== THE DATA

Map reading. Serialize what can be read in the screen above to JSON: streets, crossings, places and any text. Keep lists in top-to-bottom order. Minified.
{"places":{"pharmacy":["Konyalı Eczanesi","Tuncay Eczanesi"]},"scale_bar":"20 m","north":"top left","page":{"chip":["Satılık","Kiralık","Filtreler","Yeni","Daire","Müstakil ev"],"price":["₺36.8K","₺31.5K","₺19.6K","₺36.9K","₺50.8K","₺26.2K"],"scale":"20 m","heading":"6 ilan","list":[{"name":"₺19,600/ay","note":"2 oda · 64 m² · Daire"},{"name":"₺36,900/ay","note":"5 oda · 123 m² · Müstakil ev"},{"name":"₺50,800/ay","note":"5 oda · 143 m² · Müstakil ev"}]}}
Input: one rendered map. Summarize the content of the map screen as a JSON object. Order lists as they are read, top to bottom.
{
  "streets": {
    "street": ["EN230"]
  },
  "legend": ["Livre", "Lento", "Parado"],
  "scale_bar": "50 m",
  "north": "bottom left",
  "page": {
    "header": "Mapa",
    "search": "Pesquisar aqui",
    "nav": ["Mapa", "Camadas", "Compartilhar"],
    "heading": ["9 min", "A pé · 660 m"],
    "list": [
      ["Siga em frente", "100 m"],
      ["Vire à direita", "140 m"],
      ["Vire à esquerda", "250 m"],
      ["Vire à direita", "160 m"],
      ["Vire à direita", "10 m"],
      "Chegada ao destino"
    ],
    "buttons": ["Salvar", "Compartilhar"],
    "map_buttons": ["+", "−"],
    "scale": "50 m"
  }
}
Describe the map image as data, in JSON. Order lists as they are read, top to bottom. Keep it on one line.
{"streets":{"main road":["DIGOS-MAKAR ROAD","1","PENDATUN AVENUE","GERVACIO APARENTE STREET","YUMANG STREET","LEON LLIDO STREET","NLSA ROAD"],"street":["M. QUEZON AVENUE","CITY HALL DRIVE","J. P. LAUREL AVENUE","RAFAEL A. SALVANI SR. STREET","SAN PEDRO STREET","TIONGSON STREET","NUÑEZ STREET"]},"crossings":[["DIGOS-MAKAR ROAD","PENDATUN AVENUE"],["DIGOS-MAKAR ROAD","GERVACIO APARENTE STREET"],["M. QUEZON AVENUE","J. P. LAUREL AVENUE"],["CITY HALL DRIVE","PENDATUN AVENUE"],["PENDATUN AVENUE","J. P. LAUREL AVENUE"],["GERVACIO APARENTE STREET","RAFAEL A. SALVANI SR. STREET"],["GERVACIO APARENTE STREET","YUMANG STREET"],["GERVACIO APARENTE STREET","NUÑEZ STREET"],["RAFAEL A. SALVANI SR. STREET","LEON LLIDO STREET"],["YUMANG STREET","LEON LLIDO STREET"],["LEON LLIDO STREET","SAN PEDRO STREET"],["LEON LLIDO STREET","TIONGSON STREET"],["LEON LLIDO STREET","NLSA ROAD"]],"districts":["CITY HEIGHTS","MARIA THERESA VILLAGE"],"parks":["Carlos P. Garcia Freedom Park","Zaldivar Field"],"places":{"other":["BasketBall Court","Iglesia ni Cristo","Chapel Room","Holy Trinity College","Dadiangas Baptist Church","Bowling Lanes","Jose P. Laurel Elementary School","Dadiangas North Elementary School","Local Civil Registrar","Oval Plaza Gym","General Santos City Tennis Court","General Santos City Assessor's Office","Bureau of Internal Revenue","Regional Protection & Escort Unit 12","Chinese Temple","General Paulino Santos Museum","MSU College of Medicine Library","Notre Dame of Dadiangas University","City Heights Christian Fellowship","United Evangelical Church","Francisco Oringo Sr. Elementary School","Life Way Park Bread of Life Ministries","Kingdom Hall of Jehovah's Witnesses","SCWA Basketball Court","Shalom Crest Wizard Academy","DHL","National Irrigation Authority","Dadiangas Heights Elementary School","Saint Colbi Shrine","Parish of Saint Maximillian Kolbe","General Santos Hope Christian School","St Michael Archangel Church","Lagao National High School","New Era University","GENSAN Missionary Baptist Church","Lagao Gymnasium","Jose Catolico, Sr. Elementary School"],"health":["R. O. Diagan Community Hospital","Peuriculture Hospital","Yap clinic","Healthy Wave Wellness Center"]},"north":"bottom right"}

====

TASK TO CARRY OUT >> Please copy each line from the material above in which the string "Mapa" appears.

TASK ANSWER >>
    "header": "Mapa",
    "nav": ["Mapa", "Camadas", "Compartilhar"],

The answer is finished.